### What the task asks
When you copy the records that follow, please keep every word exactly as it is and leave out the pictures.

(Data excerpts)

"""

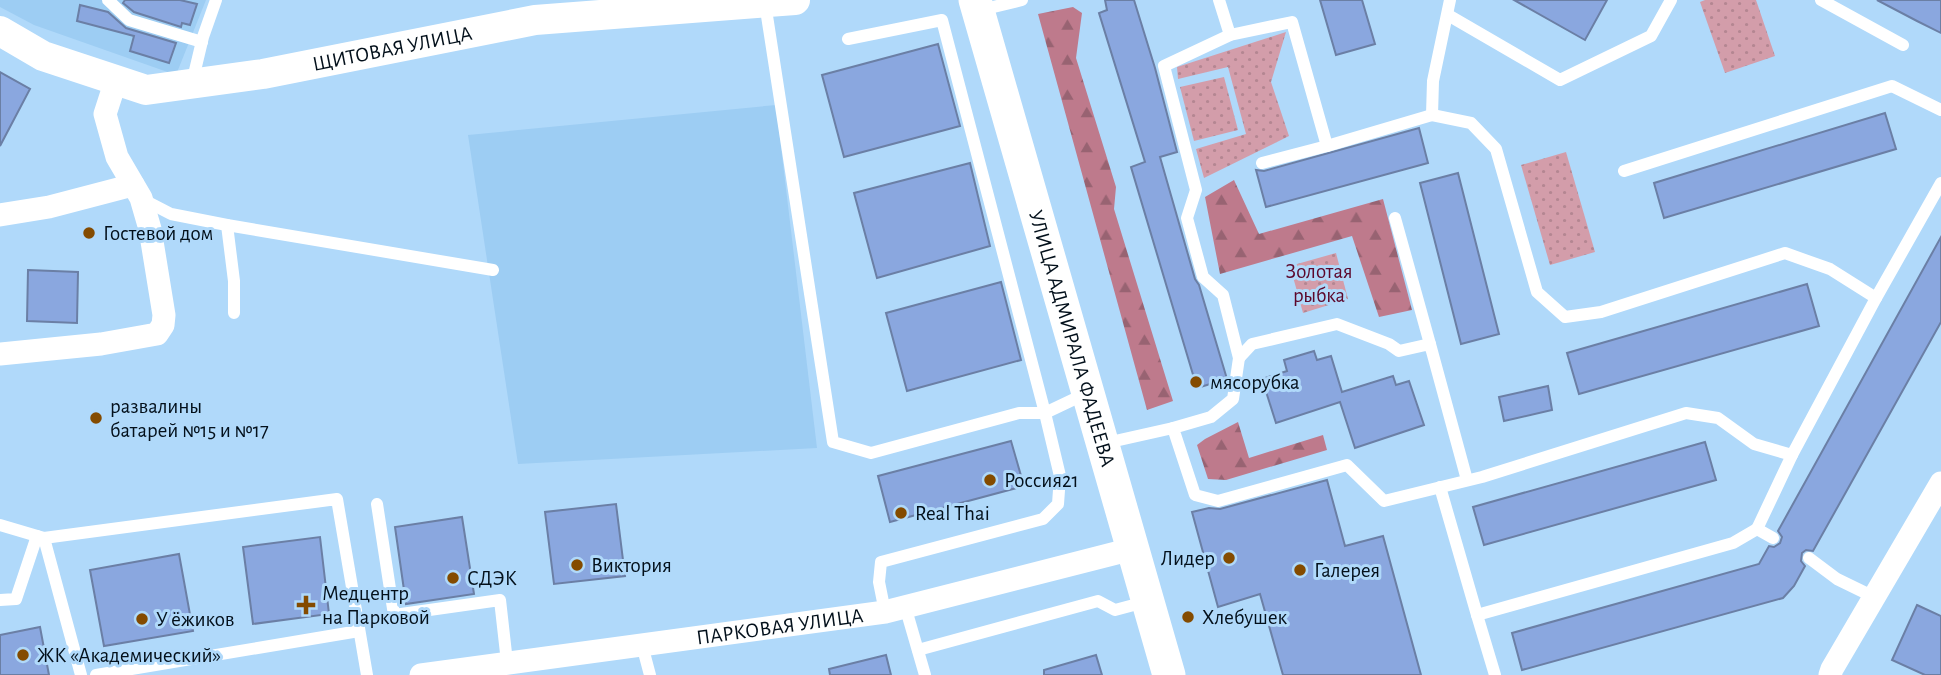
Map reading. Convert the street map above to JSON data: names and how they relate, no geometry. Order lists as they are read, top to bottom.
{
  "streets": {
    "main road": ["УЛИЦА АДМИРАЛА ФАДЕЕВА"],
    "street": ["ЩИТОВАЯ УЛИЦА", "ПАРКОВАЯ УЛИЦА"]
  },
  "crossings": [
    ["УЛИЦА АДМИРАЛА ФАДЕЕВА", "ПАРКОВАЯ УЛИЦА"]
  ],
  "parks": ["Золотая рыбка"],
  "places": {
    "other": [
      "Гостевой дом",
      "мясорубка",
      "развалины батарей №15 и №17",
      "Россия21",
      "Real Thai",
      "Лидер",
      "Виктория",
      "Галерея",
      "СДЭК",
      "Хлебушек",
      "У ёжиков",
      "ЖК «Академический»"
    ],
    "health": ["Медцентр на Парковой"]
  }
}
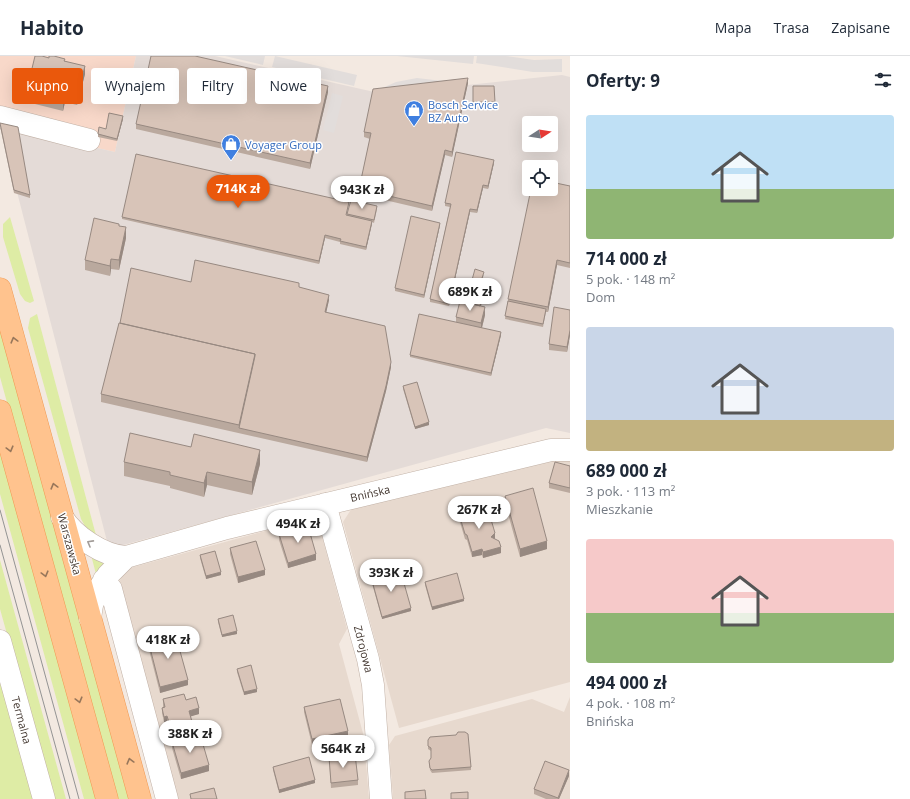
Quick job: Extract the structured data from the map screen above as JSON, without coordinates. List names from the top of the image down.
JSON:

"""

### Your solution
Map reading. Convert the street map above to JSON data: names and how they relate, no geometry. Order lists as they are read, top to bottom.
{
  "streets": {
    "main road": ["УЛИЦА АДМИРАЛА ФАДЕЕВА"],
    "street": ["ЩИТОВАЯ УЛИЦА", "ПАРКОВАЯ УЛИЦА"]
  },
  "crossings": [
    ["УЛИЦА АДМИРАЛА ФАДЕЕВА", "ПАРКОВАЯ УЛИЦА"]
  ],
  "parks": ["Золотая рыбка"],
  "places": {
    "other": [
      "Гостевой дом",
      "мясорубка",
      "развалины батарей №15 и №17",
      "Россия21",
      "Real Thai",
      "Лидер",
      "Виктория",
      "Галерея",
      "СДЭК",
      "Хлебушек",
      "У ёжиков",
      "ЖК «Академический»"
    ],
    "health": ["Медцентр на Парковой"]
  }
}
Quick job: Extract the structured data from the map screen above as JSON, without coordinates. List names from the top of the image down.
JSON:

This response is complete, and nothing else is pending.